* **Work instructions**: Pick out the lines below with "small" and list them.

[Dataset entries]
====

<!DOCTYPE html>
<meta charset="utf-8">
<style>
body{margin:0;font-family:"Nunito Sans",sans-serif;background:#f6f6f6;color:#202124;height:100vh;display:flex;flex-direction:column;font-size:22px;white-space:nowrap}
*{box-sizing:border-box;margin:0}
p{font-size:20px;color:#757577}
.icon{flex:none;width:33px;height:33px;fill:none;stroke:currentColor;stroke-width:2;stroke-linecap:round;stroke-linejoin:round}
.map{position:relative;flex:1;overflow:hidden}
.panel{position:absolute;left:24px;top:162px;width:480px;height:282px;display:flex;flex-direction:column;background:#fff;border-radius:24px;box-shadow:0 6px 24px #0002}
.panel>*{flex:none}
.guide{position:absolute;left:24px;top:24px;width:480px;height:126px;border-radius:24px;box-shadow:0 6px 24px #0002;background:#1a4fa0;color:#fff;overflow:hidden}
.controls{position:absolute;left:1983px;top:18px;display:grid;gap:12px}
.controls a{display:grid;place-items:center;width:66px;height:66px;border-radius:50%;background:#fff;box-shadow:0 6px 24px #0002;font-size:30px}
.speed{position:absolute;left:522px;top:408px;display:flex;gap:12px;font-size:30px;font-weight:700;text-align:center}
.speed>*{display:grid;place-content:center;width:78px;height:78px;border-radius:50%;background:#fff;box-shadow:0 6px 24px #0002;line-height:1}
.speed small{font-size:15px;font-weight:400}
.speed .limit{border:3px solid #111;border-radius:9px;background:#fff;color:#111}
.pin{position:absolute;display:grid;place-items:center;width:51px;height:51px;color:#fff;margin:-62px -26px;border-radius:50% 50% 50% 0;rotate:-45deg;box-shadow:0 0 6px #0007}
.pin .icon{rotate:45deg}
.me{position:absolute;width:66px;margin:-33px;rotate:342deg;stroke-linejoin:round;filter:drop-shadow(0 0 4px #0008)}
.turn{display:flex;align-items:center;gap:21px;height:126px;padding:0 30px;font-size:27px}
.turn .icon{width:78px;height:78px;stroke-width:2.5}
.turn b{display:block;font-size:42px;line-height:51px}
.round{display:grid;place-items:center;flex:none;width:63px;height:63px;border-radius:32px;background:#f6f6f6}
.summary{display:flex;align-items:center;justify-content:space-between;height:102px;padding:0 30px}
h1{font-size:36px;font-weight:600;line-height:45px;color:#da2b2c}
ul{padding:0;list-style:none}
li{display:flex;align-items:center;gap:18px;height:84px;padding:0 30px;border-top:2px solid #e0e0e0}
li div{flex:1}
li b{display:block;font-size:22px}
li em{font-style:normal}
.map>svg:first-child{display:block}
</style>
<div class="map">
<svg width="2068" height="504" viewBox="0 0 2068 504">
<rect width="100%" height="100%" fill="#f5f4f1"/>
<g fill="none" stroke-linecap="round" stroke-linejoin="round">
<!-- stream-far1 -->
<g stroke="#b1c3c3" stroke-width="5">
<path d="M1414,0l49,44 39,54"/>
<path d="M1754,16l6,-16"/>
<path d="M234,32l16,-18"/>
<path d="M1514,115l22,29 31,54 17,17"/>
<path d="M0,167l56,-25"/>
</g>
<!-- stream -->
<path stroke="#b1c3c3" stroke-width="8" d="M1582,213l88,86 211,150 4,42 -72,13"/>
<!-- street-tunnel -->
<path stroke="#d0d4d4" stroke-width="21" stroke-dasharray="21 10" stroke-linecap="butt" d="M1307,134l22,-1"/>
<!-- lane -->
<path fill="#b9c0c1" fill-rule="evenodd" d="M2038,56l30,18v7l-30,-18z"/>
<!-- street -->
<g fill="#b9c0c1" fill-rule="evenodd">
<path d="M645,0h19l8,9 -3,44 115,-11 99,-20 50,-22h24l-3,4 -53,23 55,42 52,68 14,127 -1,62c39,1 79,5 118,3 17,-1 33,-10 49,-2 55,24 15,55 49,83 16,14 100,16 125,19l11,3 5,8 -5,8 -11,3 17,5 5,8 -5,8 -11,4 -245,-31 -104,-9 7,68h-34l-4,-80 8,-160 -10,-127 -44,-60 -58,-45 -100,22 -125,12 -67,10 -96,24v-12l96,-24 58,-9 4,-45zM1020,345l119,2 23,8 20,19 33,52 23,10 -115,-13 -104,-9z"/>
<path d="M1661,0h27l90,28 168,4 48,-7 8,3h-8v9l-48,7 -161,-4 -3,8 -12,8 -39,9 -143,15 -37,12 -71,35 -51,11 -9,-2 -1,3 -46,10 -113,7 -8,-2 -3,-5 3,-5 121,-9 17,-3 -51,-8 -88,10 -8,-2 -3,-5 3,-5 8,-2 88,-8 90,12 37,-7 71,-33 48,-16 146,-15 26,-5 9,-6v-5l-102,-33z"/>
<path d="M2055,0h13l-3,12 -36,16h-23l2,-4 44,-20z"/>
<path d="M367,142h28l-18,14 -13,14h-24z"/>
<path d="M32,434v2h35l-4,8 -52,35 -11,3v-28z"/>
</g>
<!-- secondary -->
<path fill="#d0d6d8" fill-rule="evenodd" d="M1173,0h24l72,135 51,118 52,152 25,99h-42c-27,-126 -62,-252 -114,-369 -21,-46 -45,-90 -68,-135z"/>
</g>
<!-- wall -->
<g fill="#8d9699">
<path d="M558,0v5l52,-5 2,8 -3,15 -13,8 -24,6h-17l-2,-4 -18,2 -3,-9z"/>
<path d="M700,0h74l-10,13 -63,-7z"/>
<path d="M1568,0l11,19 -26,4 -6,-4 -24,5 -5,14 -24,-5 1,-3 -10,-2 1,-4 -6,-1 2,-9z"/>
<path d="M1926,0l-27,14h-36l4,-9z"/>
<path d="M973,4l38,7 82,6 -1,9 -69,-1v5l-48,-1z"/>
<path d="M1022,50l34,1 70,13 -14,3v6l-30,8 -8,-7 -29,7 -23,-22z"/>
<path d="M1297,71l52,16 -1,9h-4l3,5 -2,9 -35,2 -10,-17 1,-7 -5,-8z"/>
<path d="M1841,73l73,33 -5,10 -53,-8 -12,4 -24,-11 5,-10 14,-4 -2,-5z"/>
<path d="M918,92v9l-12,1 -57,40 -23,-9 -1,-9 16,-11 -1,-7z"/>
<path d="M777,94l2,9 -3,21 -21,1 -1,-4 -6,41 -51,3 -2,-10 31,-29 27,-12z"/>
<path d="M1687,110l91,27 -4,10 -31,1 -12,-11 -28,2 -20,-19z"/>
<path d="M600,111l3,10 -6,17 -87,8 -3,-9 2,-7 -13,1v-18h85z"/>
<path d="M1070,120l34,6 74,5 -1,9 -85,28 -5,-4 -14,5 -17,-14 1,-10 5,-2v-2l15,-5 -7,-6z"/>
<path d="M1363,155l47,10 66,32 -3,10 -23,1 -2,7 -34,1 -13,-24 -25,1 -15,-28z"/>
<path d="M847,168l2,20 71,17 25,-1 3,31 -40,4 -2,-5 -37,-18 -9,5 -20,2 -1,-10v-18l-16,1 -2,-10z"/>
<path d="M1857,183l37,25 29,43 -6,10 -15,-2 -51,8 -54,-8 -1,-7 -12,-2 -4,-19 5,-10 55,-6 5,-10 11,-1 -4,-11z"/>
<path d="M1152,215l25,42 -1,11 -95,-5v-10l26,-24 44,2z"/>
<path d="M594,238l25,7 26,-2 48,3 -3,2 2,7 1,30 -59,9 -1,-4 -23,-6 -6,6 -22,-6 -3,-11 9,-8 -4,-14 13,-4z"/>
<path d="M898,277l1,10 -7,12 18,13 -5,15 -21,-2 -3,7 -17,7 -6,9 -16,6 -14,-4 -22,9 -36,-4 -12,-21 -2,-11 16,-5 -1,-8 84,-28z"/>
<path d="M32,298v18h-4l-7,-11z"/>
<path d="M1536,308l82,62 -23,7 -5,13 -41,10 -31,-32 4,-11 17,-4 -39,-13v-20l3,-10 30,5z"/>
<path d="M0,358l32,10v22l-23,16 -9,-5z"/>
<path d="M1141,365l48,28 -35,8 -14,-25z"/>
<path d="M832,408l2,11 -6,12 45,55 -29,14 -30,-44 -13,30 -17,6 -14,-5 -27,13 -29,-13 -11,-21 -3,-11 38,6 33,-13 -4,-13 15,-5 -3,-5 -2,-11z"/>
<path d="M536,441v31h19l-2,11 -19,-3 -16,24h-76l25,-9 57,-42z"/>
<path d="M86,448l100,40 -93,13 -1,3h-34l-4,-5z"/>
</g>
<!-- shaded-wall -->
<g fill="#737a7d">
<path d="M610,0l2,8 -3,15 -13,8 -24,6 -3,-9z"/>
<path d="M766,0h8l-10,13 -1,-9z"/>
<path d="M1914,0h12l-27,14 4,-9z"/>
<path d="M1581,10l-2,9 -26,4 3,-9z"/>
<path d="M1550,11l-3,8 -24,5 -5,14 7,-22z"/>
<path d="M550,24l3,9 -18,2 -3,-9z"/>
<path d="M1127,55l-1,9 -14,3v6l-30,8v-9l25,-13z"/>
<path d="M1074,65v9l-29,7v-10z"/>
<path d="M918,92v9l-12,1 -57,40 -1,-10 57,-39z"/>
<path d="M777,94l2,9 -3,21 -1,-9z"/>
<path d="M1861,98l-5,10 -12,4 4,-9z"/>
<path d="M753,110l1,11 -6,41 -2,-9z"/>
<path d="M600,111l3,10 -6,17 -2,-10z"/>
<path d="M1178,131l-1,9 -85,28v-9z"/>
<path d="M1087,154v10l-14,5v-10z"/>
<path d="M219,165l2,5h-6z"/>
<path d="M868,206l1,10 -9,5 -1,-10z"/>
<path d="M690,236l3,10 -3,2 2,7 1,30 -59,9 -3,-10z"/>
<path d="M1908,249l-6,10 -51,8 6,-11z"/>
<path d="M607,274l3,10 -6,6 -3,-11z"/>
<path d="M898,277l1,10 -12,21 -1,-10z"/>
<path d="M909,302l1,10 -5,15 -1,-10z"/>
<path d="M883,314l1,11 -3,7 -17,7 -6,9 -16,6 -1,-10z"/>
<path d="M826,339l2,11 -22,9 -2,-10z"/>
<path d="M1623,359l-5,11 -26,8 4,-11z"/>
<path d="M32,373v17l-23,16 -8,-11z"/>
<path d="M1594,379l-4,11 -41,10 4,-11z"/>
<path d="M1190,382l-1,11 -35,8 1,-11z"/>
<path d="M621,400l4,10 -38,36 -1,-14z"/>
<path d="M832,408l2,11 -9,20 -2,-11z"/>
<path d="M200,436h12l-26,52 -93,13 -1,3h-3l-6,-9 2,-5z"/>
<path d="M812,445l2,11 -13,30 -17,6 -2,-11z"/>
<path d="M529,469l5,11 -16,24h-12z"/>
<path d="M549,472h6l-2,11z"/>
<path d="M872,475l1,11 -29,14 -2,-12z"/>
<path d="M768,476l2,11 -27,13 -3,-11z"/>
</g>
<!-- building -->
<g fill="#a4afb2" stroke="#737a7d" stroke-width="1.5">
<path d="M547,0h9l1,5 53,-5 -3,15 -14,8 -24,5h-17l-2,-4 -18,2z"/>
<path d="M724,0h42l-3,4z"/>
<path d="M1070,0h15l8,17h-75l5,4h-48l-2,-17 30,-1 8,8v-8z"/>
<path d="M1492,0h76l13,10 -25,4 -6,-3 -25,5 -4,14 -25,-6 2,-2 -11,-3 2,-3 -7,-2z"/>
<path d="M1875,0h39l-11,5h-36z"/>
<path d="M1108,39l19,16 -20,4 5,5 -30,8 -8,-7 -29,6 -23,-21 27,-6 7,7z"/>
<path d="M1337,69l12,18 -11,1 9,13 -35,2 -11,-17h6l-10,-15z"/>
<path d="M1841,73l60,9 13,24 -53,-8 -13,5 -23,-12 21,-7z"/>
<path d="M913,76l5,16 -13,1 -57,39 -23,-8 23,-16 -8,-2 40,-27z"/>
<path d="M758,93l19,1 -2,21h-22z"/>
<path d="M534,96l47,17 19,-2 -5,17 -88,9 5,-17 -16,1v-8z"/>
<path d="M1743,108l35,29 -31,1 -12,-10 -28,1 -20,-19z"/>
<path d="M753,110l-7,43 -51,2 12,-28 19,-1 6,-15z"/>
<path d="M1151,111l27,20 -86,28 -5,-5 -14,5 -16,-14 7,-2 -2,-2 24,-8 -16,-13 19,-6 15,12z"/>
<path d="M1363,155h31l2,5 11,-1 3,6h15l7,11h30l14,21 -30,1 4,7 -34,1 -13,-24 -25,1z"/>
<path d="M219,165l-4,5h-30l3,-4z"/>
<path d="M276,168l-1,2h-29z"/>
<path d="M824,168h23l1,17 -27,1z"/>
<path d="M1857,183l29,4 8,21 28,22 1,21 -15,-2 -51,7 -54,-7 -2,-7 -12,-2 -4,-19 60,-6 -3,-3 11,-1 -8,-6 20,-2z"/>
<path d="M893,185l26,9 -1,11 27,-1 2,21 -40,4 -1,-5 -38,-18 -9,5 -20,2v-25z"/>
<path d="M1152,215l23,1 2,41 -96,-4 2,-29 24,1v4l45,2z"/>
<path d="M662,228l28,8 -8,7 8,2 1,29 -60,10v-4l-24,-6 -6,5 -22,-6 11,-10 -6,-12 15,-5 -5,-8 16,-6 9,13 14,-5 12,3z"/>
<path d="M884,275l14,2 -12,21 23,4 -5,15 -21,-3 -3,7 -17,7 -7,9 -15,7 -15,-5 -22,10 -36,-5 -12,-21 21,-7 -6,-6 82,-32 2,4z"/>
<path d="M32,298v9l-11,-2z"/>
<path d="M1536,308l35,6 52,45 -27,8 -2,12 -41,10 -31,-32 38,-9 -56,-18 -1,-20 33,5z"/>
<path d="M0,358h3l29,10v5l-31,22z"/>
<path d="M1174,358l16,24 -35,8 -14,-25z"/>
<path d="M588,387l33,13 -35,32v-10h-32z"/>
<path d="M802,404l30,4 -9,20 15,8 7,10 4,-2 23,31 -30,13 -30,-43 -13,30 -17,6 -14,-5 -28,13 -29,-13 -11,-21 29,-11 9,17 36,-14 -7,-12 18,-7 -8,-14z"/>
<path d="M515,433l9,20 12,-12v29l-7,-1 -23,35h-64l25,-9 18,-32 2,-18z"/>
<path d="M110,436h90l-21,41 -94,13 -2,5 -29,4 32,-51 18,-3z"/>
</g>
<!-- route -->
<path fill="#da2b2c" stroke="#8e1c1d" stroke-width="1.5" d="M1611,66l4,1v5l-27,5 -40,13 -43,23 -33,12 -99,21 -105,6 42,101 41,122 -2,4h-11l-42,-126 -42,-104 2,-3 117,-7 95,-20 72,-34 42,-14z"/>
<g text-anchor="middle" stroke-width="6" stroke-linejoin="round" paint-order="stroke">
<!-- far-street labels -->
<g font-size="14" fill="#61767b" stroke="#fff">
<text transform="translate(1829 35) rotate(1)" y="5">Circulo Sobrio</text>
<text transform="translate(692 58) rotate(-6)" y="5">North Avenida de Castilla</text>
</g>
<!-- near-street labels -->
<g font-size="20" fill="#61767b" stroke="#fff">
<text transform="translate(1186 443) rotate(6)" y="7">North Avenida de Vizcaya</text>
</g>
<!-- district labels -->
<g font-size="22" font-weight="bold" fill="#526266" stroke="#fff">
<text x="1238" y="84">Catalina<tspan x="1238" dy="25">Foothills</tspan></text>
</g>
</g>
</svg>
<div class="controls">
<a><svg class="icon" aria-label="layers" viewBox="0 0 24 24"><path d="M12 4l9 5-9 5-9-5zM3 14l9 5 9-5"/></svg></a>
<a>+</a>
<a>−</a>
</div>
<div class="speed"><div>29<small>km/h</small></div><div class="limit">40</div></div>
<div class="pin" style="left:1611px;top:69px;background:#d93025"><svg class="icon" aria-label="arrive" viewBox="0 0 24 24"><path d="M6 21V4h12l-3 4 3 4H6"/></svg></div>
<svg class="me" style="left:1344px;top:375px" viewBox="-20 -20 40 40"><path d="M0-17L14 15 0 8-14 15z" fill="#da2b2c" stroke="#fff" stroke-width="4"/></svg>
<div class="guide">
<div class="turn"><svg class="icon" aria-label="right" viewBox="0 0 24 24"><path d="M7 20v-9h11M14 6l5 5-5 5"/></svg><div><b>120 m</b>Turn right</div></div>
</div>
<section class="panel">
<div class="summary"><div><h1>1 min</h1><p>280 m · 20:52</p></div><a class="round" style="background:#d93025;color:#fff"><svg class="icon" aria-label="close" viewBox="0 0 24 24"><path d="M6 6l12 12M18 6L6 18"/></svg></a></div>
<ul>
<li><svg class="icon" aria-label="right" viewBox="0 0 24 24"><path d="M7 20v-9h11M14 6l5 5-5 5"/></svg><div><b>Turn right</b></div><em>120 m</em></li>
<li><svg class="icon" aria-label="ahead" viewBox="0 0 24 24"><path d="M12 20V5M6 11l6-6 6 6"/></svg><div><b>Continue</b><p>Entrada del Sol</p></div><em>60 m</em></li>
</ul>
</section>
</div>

====

* **Solution to this task**:
.speed small{font-size:15px;font-weight:400}
<div class="speed"><div>29<small>km/h</small></div><div class="limit">40</div></div>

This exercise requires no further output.